Start of Block

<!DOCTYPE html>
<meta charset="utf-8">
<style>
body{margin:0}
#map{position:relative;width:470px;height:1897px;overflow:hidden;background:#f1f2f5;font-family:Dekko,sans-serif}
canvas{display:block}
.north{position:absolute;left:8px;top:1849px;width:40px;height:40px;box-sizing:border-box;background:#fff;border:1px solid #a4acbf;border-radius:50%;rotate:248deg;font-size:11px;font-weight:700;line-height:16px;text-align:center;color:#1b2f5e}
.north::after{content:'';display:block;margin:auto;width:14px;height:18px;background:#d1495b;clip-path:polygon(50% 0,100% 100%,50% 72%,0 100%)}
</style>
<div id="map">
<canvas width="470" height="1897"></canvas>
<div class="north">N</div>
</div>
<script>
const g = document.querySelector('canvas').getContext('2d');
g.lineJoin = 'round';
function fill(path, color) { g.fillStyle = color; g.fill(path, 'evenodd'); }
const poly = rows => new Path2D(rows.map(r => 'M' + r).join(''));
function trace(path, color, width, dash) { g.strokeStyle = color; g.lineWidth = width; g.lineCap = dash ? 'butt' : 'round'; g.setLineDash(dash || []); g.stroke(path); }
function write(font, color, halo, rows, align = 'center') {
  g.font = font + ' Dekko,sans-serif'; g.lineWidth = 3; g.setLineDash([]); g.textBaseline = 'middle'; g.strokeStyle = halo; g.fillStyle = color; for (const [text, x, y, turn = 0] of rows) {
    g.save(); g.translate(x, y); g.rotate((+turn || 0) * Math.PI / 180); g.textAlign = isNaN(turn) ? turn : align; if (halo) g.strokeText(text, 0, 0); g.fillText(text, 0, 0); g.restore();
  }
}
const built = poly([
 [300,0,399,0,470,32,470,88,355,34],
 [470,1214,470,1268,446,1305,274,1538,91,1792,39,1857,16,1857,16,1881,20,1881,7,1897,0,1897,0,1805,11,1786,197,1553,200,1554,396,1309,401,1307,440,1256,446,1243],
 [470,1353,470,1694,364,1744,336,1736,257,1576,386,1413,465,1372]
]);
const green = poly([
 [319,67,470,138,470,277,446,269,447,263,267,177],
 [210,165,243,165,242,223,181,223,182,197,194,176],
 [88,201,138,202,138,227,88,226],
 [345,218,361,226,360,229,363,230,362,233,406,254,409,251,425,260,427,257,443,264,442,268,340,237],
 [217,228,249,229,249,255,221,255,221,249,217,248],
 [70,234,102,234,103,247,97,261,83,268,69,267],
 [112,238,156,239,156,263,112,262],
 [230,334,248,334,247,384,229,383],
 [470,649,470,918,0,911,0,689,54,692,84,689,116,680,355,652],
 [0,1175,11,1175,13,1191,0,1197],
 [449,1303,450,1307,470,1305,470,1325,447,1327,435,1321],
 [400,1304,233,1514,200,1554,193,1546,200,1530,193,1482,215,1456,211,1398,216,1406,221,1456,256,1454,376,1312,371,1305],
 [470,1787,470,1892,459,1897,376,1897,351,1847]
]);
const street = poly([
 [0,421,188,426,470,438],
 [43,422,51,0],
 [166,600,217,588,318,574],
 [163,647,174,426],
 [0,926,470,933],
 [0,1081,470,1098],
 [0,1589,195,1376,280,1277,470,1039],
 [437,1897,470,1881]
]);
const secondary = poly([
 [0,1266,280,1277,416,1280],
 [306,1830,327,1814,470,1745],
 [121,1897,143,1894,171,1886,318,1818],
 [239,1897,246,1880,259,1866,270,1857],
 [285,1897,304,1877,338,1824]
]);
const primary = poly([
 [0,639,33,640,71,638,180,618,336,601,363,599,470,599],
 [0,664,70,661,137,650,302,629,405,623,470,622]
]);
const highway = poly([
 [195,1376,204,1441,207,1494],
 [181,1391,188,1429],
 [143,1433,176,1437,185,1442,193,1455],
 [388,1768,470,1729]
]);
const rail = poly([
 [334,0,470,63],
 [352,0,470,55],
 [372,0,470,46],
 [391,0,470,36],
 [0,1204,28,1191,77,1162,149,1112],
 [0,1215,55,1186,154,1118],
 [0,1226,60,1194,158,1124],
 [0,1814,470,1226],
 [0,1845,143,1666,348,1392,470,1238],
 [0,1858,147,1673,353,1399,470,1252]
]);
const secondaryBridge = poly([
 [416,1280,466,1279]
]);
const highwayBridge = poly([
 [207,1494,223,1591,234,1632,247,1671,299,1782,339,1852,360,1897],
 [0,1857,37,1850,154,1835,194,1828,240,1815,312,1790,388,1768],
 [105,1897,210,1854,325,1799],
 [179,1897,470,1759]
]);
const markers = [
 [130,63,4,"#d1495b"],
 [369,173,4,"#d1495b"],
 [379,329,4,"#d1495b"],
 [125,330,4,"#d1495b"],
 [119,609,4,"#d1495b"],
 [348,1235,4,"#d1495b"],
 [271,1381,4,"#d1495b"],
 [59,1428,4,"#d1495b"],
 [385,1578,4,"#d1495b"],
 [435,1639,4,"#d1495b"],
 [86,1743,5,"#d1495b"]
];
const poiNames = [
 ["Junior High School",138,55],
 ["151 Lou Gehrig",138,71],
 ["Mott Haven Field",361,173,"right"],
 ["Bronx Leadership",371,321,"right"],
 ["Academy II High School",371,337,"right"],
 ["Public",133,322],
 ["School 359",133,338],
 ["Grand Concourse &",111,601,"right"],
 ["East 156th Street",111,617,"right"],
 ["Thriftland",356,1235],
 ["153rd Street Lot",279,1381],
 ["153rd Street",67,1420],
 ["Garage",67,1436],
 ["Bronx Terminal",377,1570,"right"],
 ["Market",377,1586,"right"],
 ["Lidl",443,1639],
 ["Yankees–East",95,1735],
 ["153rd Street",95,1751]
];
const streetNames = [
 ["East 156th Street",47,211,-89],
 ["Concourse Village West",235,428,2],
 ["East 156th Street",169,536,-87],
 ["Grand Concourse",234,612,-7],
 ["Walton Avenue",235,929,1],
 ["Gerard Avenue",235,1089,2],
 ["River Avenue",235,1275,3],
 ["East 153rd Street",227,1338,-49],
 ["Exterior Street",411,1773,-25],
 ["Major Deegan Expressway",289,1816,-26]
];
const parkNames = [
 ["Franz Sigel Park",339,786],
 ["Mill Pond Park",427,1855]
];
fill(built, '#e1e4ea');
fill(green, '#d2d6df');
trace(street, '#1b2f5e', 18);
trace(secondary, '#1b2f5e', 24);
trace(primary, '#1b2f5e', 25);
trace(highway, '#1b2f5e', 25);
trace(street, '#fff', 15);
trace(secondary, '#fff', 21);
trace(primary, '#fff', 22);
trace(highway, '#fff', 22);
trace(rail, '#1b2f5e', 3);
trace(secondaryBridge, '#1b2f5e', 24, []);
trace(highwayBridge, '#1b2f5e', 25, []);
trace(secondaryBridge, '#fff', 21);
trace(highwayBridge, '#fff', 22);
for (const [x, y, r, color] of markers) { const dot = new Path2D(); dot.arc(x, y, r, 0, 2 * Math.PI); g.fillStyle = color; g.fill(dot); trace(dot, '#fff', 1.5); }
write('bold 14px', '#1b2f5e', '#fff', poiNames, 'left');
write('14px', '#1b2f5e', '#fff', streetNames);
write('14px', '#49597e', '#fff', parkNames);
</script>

End of Block

What needs to be done |
Within the entries above, report how many lines contain the word "strokeStyle"; the figure is all that is wanted.

Response below |
2